= Work order =
Only the number is requested. Tally the lines of the data that hold the string "water".

(Stored items)
*** Block opens ***

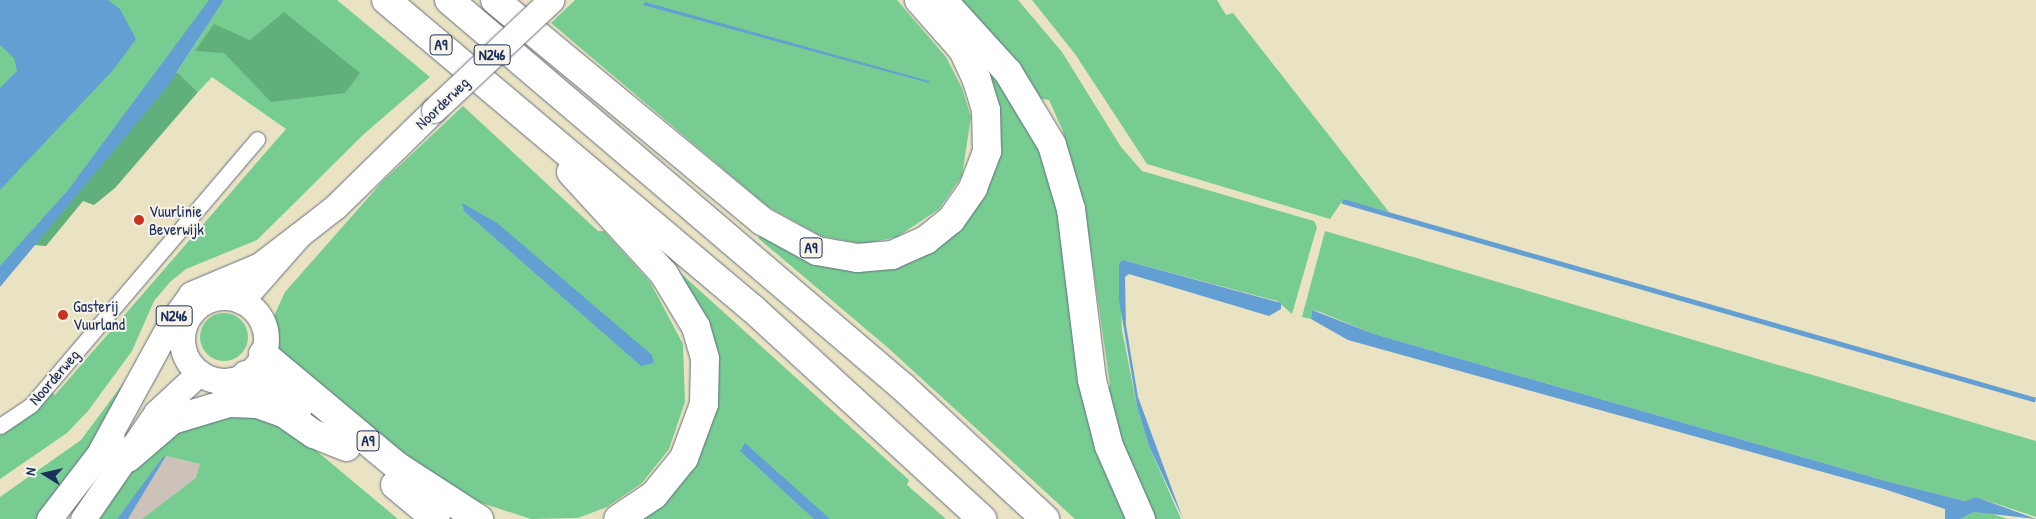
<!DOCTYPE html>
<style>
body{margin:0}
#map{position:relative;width:2036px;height:519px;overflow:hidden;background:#eae3c3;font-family:"Patrick Hand",sans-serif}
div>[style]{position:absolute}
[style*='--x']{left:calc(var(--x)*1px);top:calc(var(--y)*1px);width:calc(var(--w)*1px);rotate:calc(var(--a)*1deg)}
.industrial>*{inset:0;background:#ccc2b9}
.green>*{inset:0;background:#77cd91}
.round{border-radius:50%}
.forest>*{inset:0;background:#61b07b}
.water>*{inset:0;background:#649fd4;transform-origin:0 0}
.roads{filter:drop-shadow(0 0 1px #636e81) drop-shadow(0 0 1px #636e81)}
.street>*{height:15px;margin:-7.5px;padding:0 7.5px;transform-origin:7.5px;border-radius:7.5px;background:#fff}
.primary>*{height:25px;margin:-12.5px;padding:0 12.5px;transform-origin:12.5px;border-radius:12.5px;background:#fff}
.primary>.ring{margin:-12.5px;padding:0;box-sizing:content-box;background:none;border:25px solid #fff;border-radius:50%}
.highway>*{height:28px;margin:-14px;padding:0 14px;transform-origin:14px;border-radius:14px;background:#fff}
.bridges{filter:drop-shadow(0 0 1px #636e81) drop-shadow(0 0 1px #636e81)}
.primary-bridge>*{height:25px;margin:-12.5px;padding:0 12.5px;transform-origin:12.5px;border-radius:12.5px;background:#fff}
.dots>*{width:14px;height:14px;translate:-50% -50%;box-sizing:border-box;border:2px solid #f7f3e8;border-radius:50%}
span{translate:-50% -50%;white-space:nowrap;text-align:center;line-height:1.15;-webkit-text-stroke:4px #f7f3e8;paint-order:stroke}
.shield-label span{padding:1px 4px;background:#f7f3e8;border:1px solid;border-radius:4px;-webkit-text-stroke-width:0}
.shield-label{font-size:15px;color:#1b2f5e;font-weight:700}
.street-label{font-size:16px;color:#1b2f5e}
.poi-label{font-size:16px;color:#1b2f5e}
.left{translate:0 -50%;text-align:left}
.north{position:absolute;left:20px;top:449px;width:50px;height:50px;-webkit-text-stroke:4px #f7f3e8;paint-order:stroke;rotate:280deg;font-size:14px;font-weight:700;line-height:20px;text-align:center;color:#1b2f5e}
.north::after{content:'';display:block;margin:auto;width:18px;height:22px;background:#1b2f5e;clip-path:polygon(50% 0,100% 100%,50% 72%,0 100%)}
</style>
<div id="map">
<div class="industrial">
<i style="clip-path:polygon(166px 456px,200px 464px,270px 519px,128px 519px)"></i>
</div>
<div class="green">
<i style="clip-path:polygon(0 0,214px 0,68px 190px,0 270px)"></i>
<i style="clip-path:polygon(224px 0,337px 0,430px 77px,364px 134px,257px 240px,186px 269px,170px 282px,154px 301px,132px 351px,88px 411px,67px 433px,0 479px,0 431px,15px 425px,50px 390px,55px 395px,286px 129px,212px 77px,198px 92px,177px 72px)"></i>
<i style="clip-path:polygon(575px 0,897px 0,946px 57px,962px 88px,971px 117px,962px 176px,939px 209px,897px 237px,863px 244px,821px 236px,767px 206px,551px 23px)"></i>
<i style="clip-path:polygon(959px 0,1018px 0,1062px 52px,1121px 147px,1142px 171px,1314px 221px,1317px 227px,1292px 314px,1277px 301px,1123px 260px,1119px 263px,1122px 330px,1137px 406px,1149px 446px,1181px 519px,1154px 519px,1125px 455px,1106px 390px,1110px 385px,1085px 209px,1062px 129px,1049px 100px,1041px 99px,1025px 73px)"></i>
<i style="clip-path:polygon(1032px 0,1217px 0,1226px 15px,1233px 13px,1389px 212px,1343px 200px,1330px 219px,1147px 164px,1075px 54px)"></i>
<i style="clip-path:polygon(986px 59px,1046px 158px,1129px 519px,1075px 519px,887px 347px,758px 238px,765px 231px,863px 266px,976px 196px)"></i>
<i style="clip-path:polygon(463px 106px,598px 231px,604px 231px,650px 282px,683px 344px,685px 402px,669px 449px,642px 483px,607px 507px,578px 518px,531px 519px,475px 501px,433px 475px,301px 377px,277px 349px,274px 316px,285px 292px,382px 182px)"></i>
<i style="clip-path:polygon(1325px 231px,2036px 441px,2036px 517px,1976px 497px,1965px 501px,1886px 481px,1374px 334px,1320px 312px,1312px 310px,1311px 319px,1302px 317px)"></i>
<i style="clip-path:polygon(676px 269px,909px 480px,907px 485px,946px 519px,635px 519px,706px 425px)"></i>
<i class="round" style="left:200px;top:313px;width:48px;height:48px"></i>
<i style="clip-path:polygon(131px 373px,122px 406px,38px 519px,0 519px,0 497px,81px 440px)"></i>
<i style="clip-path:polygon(226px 413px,282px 422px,398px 519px,142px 519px,196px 478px,200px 464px,166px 456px,117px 519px,96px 519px,131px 470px,171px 431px)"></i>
<i style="clip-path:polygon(1974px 512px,1986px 512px,2008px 519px,1960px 519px)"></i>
</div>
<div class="forest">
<i style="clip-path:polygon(284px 12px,360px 73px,345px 93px,271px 102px,224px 53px,195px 51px,214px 24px,250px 40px)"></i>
<i style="clip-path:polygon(177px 72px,198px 92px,115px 188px,94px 205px,83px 201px,46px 246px,34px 245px)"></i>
</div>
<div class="water">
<i style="clip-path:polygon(0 0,108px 0,120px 9px,136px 39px,114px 69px,0 190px,0 88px,17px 71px,14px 58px,0 45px)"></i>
<i style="clip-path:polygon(209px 0,224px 0,167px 87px,0 287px,0 266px,68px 190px)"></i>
<i style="clip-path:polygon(645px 2px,929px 81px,929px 83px,643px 5px)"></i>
<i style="left:1343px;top:199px;width:721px;height:5px;rotate:16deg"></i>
<i style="clip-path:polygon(462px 203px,497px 223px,652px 355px,654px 363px,641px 366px,464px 211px)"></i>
<i style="clip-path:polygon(1123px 260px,1281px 303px,1281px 309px,1269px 316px,1129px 274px,1125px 277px,1126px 325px,1138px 397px,1183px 519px,1149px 446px,1137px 406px,1119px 300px,1119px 263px)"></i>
<i style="clip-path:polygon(1312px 310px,1374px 334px,1886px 481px,1965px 501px,1976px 497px,2036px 519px,1974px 512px,1960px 519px,1945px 519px,1945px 509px,1884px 489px,1348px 340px,1311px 319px)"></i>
<i style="clip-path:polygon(745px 443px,830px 519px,814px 519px,740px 451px)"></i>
<i style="clip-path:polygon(166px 456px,128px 519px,117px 519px,163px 457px)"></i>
</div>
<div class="roads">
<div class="street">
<i style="--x:0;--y:426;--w:37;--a:-34"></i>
<i style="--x:31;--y:405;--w:349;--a:-49.6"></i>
</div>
<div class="primary">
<i class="ring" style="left:182px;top:297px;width:59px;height:59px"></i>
<i style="--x:241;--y:301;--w:88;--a:-48.7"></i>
<i style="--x:299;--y:235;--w:46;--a:-37.9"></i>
<i style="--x:335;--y:207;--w:139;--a:-44.4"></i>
<i style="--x:101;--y:450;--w:146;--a:-61.3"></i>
<i style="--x:171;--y:322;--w:34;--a:-54"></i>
<i style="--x:191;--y:294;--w:75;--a:-22.8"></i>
<i style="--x:260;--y:265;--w:49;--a:-37.6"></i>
<i style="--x:49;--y:519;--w:103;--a:-52.5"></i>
<i style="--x:83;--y:519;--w:129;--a:-55.4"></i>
<i style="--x:156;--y:413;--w:59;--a:-42.9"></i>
</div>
<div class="highway">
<i style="--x:386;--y:0;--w:480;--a:40.1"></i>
<i style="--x:753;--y:309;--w:311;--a:42.5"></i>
<i style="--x:449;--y:0;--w:597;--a:40.45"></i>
<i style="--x:903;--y:387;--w:194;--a:42.9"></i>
<i style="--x:495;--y:0;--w:347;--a:39.6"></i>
<i style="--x:762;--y:221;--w:63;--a:28.6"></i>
<i style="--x:817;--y:251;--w:41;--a:9.9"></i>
<i style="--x:857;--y:258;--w:35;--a:-5"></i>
<i style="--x:892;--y:255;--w:37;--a:-24"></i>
<i style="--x:926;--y:240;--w:32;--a:-39"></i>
<i style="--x:951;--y:220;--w:39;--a:-55"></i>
<i style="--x:973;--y:188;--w:40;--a:-69"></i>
<i style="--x:987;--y:151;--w:41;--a:-91.4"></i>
<i style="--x:986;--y:110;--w:31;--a:-107"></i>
<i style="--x:977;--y:80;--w:33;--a:-115"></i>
<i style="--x:963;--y:50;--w:67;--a:-131.3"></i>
<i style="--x:947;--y:5;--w:91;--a:47.7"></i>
<i style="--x:1008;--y:72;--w:85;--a:58.9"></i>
<i style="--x:1052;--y:145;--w:67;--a:73.5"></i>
<i style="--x:1071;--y:209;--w:172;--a:83"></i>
<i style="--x:1092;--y:380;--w:68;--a:75.6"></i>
<i style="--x:1109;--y:446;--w:80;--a:66.3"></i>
<i style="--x:571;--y:172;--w:138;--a:47.6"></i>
<i style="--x:664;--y:274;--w:62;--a:58.9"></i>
<i style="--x:696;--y:327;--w:33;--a:74"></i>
<i style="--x:705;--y:359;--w:45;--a:91.3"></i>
<i style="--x:704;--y:404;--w:58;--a:110.3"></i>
<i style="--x:684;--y:458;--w:48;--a:129"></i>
<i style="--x:654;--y:495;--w:43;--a:146.3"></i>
<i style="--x:263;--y:354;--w:175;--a:39.9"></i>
<i style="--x:397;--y:466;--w:98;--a:32.9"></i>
<i style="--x:246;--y:375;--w:62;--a:33.2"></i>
<i style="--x:128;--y:458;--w:58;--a:-40.8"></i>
<i style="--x:172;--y:420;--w:59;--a:-16.6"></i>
<i style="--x:229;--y:403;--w:29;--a:2"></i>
<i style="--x:258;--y:404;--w:29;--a:20"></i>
<i style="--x:285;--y:414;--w:35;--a:35"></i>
<i style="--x:314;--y:434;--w:35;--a:22"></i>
<i style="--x:395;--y:485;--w:53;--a:39.7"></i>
</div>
</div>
<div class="bridges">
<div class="primary-bridge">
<i style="--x:434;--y:110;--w:161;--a:-43.2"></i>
</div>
</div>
<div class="dots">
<i style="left:139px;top:220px;background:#c8321e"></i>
<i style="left:63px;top:315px;background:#c8321e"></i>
</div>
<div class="shield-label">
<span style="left:441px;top:45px">A9</span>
<span style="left:492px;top:55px">N246</span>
<span style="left:811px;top:248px">A9</span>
<span style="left:174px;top:316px">N246</span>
<span style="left:368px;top:441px">A9</span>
</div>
<div class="street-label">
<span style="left:442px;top:103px;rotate:-44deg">Noorderweg</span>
<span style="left:54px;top:377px;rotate:-49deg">Noorderweg</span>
</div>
<div class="poi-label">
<span class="left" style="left:149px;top:220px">Vuurlinie<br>Beverwijk</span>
<span class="left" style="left:73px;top:315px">Gasterij<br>Vuurland</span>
</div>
<div class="north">N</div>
</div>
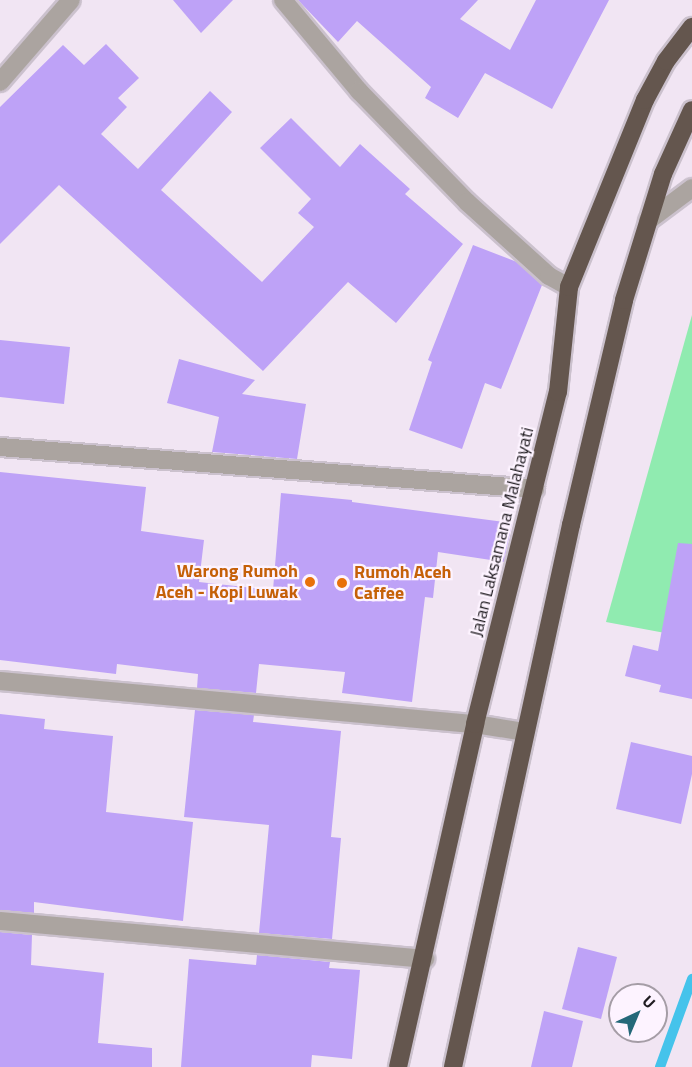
<!DOCTYPE html>
<html>
<head>
<meta charset="utf-8">
<style>
  body { margin:0 }
  #map { position:relative; width:692px; height:1067px; overflow:hidden; background:#f1e5f3; font-family:"Titillium Web",sans-serif }
  div>[style] { position:absolute }
  .green>* { inset:0; background:#90ebb0 }
  .stream>* { height:10px; margin:-5px; padding:0 5px; transform-origin:5px; border-radius:5px; background:#45c3eb }
  .building>* { inset:0; background:#bea2f7 }
  .roads { filter:drop-shadow(2px 0 #cbc1cd) drop-shadow(-2px 0 #cbc1cd) drop-shadow(0 2px #cbc1cd) drop-shadow(0 -2px #cbc1cd) }
  .minor>* { height:18px; margin:-9px; padding:0 9px; transform-origin:9px; border-radius:9px; background:#aba4a0 }
  .highway>* { height:18px; margin:-9px; padding:0 9px; transform-origin:9px; border-radius:9px; background:#64564e }
  .dots>* { width:16px; height:16px; translate:-50% -50%; box-sizing:border-box; border:3px solid #fdf3ff; border-radius:50% }
  span { translate:-50% -50%; white-space:nowrap; text-align:center; line-height:1.15; -webkit-text-stroke:4.5px #fdf3ff; paint-order:stroke }
  .street-label { font-size:18px; color:#201c21 }
  .food-label { font-size:18px; color:#c56008; font-weight:700 }
  .right { translate:-100% -50%; text-align:right }
  .left { translate:0 -50%; text-align:left }
  .north { position:absolute; left:608px; top:983px; width:60px; height:60px; box-sizing:border-box; background:#fdf3ff; border:2px solid #a59da6; border-radius:50%; rotate:44deg; font-size:16px; font-weight:700; line-height:24px; text-align:center; color:#201c21 }
  .north::after { content:''; display:block; margin:auto; width:21px; height:27px; background:#246879; clip-path:polygon(50% 0,100% 100%,50% 72%,0 100%) }
</style>
</head>
<body>
<div id="map">
  <div class="green">
    <i style="clip-path:polygon(692px 315px,692px 638px,606px 622px)"></i>
  </div>
  <div class="stream">
    <i style="left:660px;top:1067px;width:94px;rotate:-70deg"></i>
  </div>
  <div class="building">
    <i style="clip-path:polygon(173px 0,233px 0,201px 33px)"></i>
    <i style="clip-path:polygon(298px 0,478px 0,460px 19px,510px 50px,536px 0,609px 0,552px 109px,485px 73px,458px 118px,425px 98px,431px 87px,357px 21px,338px 42px)"></i>
    <i style="clip-path:polygon(106px 44px,139px 78px,118px 98px,127px 107px,101px 134px,138px 169px,210px 91px,232px 112px,161px 190px,262px 282px,314px 227px,298px 213px,311px 199px,260px 148px,291px 118px,340px 167px,360px 144px,410px 189px,405px 194px,463px 244px,396px 323px,348px 282px,263px 371px,59px 185px,0 244px,0 107px,63px 45px,84px 65px)"></i>
    <i style="clip-path:polygon(473px 245px,517px 262px,542px 285px,501px 389px,485px 383px,462px 449px,409px 430px,432px 362px,428px 360px)"></i>
    <i style="clip-path:polygon(0 340px,70px 347px,64px 404px,0 397px)"></i>
    <i style="clip-path:polygon(179px 359px,255px 380px,242px 394px,306px 404px,297px 459px,212px 452px,219px 417px,167px 403px)"></i>
    <i style="clip-path:polygon(0 472px,146px 487px,141px 531px,204px 540px,199px 582px,273px 590px,281px 493px,352px 500px,352px 502px,512px 523px,504px 562px,438px 552px,433px 598px,425px 597px,412px 702px,342px 693px,345px 672px,259px 664px,256px 693px,197px 688px,198px 674px,117px 664px,116px 674px,0 660px)"></i>
    <i style="clip-path:polygon(678px 543px,692px 544px,692px 699px,659px 692px,661px 685px,625px 676px,633px 645px,658px 651px)"></i>
    <i style="clip-path:polygon(195px 710px,254px 715px,253px 722px,341px 731px,331px 837px,341px 838px,332px 939px,259px 933px,269px 825px,184px 817px)"></i>
    <i style="clip-path:polygon(0 714px,45px 719px,44px 729px,113px 736px,106px 812px,193px 822px,183px 921px,34px 902px,34px 913px,0 910px)"></i>
    <i style="clip-path:polygon(631px 742px,692px 756px,692px 774px,681px 824px,616px 809px)"></i>
    <i style="clip-path:polygon(0 932px,32px 935px,31px 965px,104px 973px,98px 1043px,152px 1048px,152px 1067px,0 1067px)"></i>
    <i style="clip-path:polygon(578px 947px,617px 957px,601px 1019px,562px 1009px)"></i>
    <i style="clip-path:polygon(257px 955px,330px 962px,329px 968px,360px 970px,352px 1059px,312px 1055px,311px 1067px,181px 1067px,189px 959px,256px 965px)"></i>
    <i style="clip-path:polygon(544px 1011px,583px 1021px,572px 1067px,531px 1067px)"></i>
  </div>
  <div class="roads">
    <div class="minor">
      <i style="left:283px;top:0;width:119px;rotate:50.1deg"></i>
      <i style="left:359px;top:91px;width:155px;rotate:45.8deg"></i>
      <i style="left:467px;top:202px;width:110px;rotate:42.1deg"></i>
      <i style="left:549px;top:276px;width:23px;rotate:29deg"></i>
      <i style="left:0;top:82px;width:108px;rotate:-49.1deg"></i>
      <i style="left:648px;top:221px;width:55px;rotate:-36.9deg"></i>
      <i style="left:0;top:447px;width:537px;rotate:4.49deg"></i>
      <i style="left:0;top:681px;width:477px;rotate:5.2deg"></i>
      <i style="left:475px;top:724px;width:51px;rotate:9.1deg"></i>
      <i style="left:0;top:921px;width:427px;rotate:5.1deg"></i>
    </div>
    <div class="highway">
      <i style="left:398px;top:1067px;width:352px;rotate:-77.3deg"></i>
      <i style="left:475px;top:724px;width:342px;rotate:-76deg"></i>
      <i style="left:558px;top:392px;width:106px;rotate:-84deg"></i>
      <i style="left:569px;top:287px;width:202px;rotate:-67.9deg"></i>
      <i style="left:645px;top:100px;width:44px;rotate:-61.7deg"></i>
      <i style="left:666px;top:61px;width:43px;rotate:-52.6deg"></i>
      <i style="left:453px;top:1067px;width:555px;rotate:-77.72deg"></i>
      <i style="left:571px;top:525px;width:231px;rotate:-76.7deg"></i>
      <i style="left:624px;top:300px;width:132px;rotate:-72.8deg"></i>
      <i style="left:663px;top:174px;width:70px;rotate:-65.6deg"></i>
    </div>
  </div>
  <div class="dots">
    <i style="left:310px;top:582px;background:#e8710a"></i>
    <i style="left:342px;top:583px;background:#e8710a"></i>
  </div>
  <div class="street-label">
    <span style="left:502px;top:532px;rotate:-76deg">Jalan Laksamana Malahayati</span>
  </div>
  <div class="food-label">
    <span class="right" style="left:298px;top:582px">Warong Rumoh<br>Aceh - Kopi Luwak</span>
    <span class="left" style="left:354px;top:583px">Rumoh Aceh<br>Caffee</span>
  </div>
  <div class="north">U</div>
</div>
</body>
</html>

*** Block closes ***

= Answer space =
2